Article from Durham Chronicle

The men in the East Pit had heard such a noise as might have been occasioned by extensive subsidence of coal, but were by no means aware of the extent of the misfortune which had befallen their comrades in the West, or how far, if at all, it might affect themselves. They felt no stoppage in the passage of air, but experienced a smell, as one of them said, like burning tar, and were sufficiently alive to the imminence of the dangers which frequently assail men whose livelihood is gained in the pursuit of coal, to induce them promptly, though cautiously, to make for the shaft.
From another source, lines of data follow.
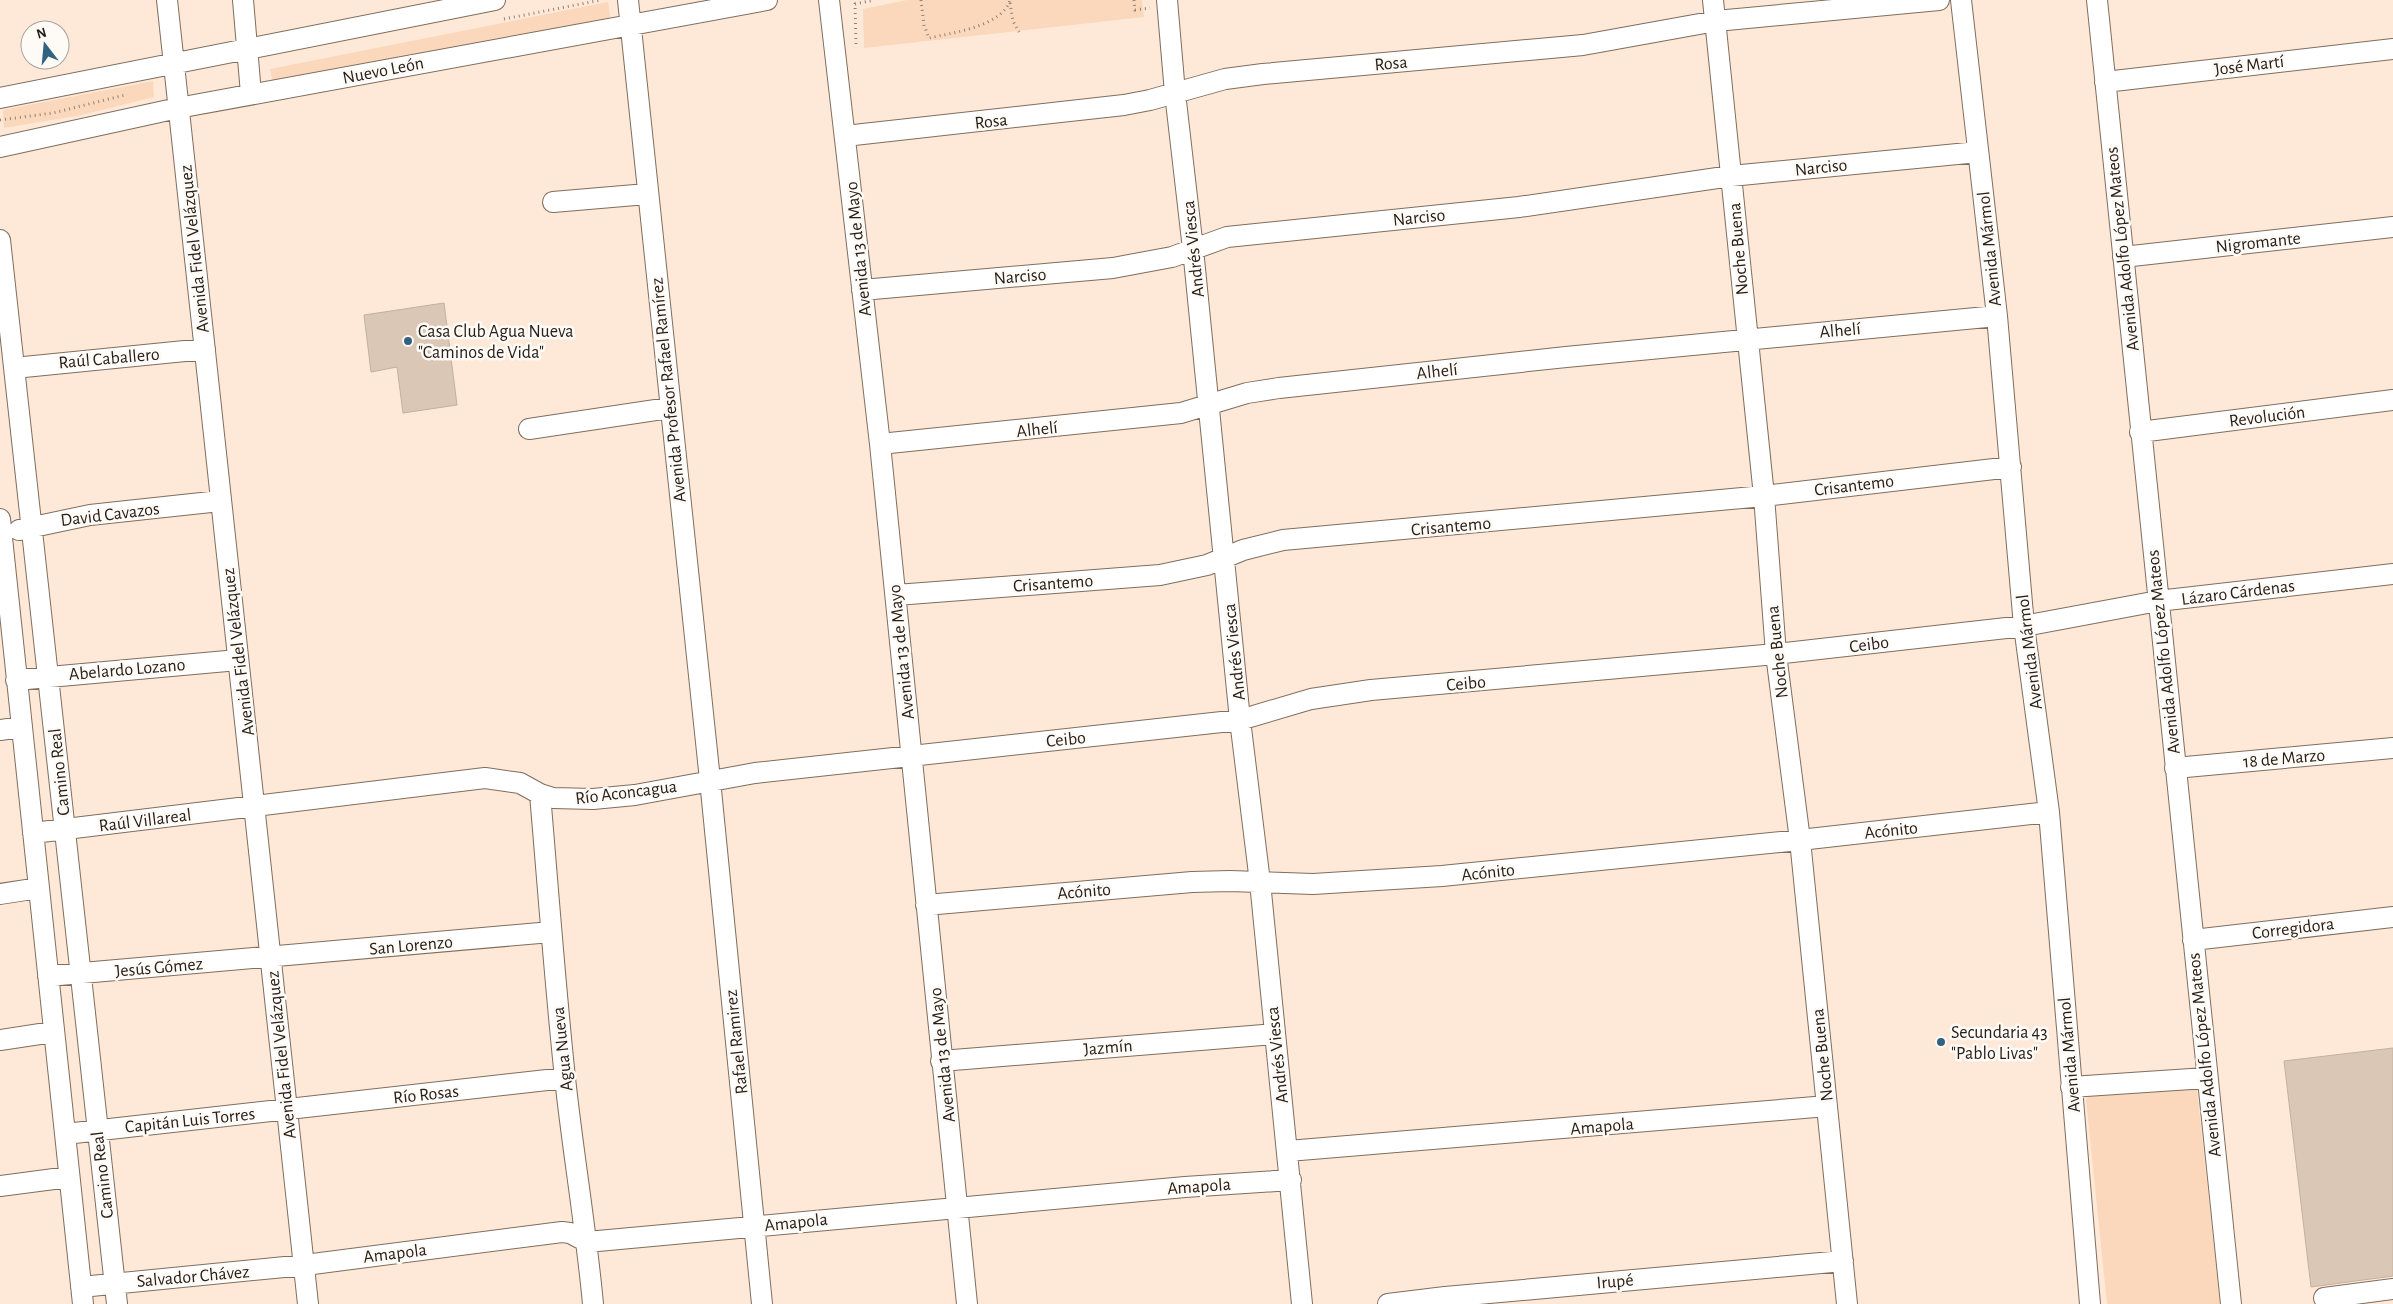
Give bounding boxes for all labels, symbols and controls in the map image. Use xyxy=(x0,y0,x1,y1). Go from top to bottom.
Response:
north arrow xyxy=(20,20,70,70)
text: N xyxy=(35,25,48,42)
street label: José Martí xyxy=(2213,53,2286,79)
street label: Nuevo León xyxy=(341,54,425,88)
street label: Rosa xyxy=(1374,54,1408,74)
street label: Rosa xyxy=(974,111,1009,133)
street label: Avenida Adolfo López Mateos xyxy=(2103,146,2143,352)
street label: Narciso xyxy=(1794,156,1848,180)
street label: Avenida Fidel Velázquez xyxy=(177,164,213,334)
street label: Avenida 13 de Mayo xyxy=(843,180,875,317)
street label: Avenida Mármol xyxy=(1975,190,2005,307)
street label: Andrés Viesca xyxy=(1180,200,1208,298)
street label: Noche Buena xyxy=(1726,202,1752,296)
street label: Narciso xyxy=(1392,206,1446,230)
street label: Nigromante xyxy=(2215,230,2302,256)
street label: Narciso xyxy=(993,266,1047,288)
street label: Avenida Profesor Rafael Ramírez xyxy=(648,277,690,503)
street label: Alhelí xyxy=(1819,320,1862,342)
place label: Casa Club Agua Nueva "Caminos de Vida" xyxy=(418,323,574,362)
marker: Casa Club Agua Nueva "Caminos de Vida" xyxy=(402,335,414,347)
street label: Raúl Caballero xyxy=(58,346,161,372)
street label: Alhelí xyxy=(1416,361,1459,383)
street label: Revolución xyxy=(2228,403,2306,431)
street label: Alhelí xyxy=(1016,419,1059,441)
street label: Crisantemo xyxy=(1813,472,1895,500)
street label: David Cavazos xyxy=(60,500,161,530)
street label: Crisantemo xyxy=(1410,515,1492,539)
street label: Avenida Adolfo López Mateos xyxy=(2144,549,2184,755)
street label: Avenida Fidel Velázquez xyxy=(220,567,258,737)
street label: Crisantemo xyxy=(1012,572,1094,596)
street label: Lázaro Cárdenas xyxy=(2180,577,2296,609)
street label: Avenida 13 de Mayo xyxy=(886,583,918,720)
street label: Avenida Mármol xyxy=(2014,593,2046,710)
street label: Andrés Viesca xyxy=(1221,603,1249,701)
street label: Noche Buena xyxy=(1764,605,1792,699)
street label: Ceibo xyxy=(1848,634,1890,656)
street label: Abelardo Lozano xyxy=(68,656,186,684)
street label: Ceibo xyxy=(1446,673,1487,695)
street label: Camino Real xyxy=(46,727,74,816)
street label: Ceibo xyxy=(1045,729,1087,751)
street label: 18 de Marzo xyxy=(2242,746,2326,772)
street label: Río Aconcagua xyxy=(574,778,678,808)
street label: Raúl Villareal xyxy=(98,806,192,836)
street label: Acónito xyxy=(1863,819,1919,843)
street label: Acónito xyxy=(1460,861,1516,885)
street label: Acónito xyxy=(1057,881,1112,903)
street label: Corregidora xyxy=(2251,915,2335,943)
street label: San Lorenzo xyxy=(369,933,454,959)
street label: Avenida Adolfo López Mateos xyxy=(2185,952,2225,1158)
street label: Jesús Gómez xyxy=(114,955,204,981)
street label: Avenida Fidel Velázquez xyxy=(264,970,300,1140)
street label: Avenida 13 de Mayo xyxy=(927,986,959,1123)
street label: Rafael Ramirez xyxy=(723,989,751,1095)
street label: Avenida Mármol xyxy=(2056,997,2084,1113)
street label: Agua Nueva xyxy=(550,1006,576,1092)
street label: Andrés Viesca xyxy=(1264,1006,1292,1104)
street label: Noche Buena xyxy=(1809,1008,1837,1102)
place label: Secundaria 43 "Pablo Livas" xyxy=(1951,1024,2048,1063)
marker: Secundaria 43 "Pablo Livas" xyxy=(1935,1036,1947,1048)
street label: Jazmín xyxy=(1083,1037,1133,1059)
street label: Río Rosas xyxy=(392,1083,460,1107)
street label: Capitán Luis Torres xyxy=(124,1105,256,1137)
street label: Amapola xyxy=(1570,1115,1635,1139)
street label: Camino Real xyxy=(89,1130,117,1220)
street label: Amapola xyxy=(1167,1176,1231,1198)
street label: Amapola xyxy=(763,1211,829,1235)
street label: Amapola xyxy=(362,1241,428,1267)
street label: Salvador Chávez xyxy=(136,1263,250,1291)
street label: Irupé xyxy=(1596,1271,1634,1293)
As they proceeded they several times became aware of something in the air, which tended to produce a drowsy sensation and this was enough to create an alarm of a lively nature. Though advancing in a careful manner which, to experienced miners, seemed prudent, they were not long in arriving at the shaft. The obstructions there, however, prevented their escape from the mine at that point and some of them, remembering that there was a staple communicating with the bottom of the back shaft, they directed their footsteps in that direction. Arrived at the foot of the back shaft, after creeping laboriously through the debris, their troubles were not yet ended, for some time elapsed before they could be brought to bank. They suffered extremely from cold and were certainly to be congratulated when at last they were relieved from terrible suspense and placed in a position where they could have warmth imparted to their shivering bodies. The process of hauling them up, however, was a slow and tedious one and was scarcely concluded before eight or nine o’clock in the morning.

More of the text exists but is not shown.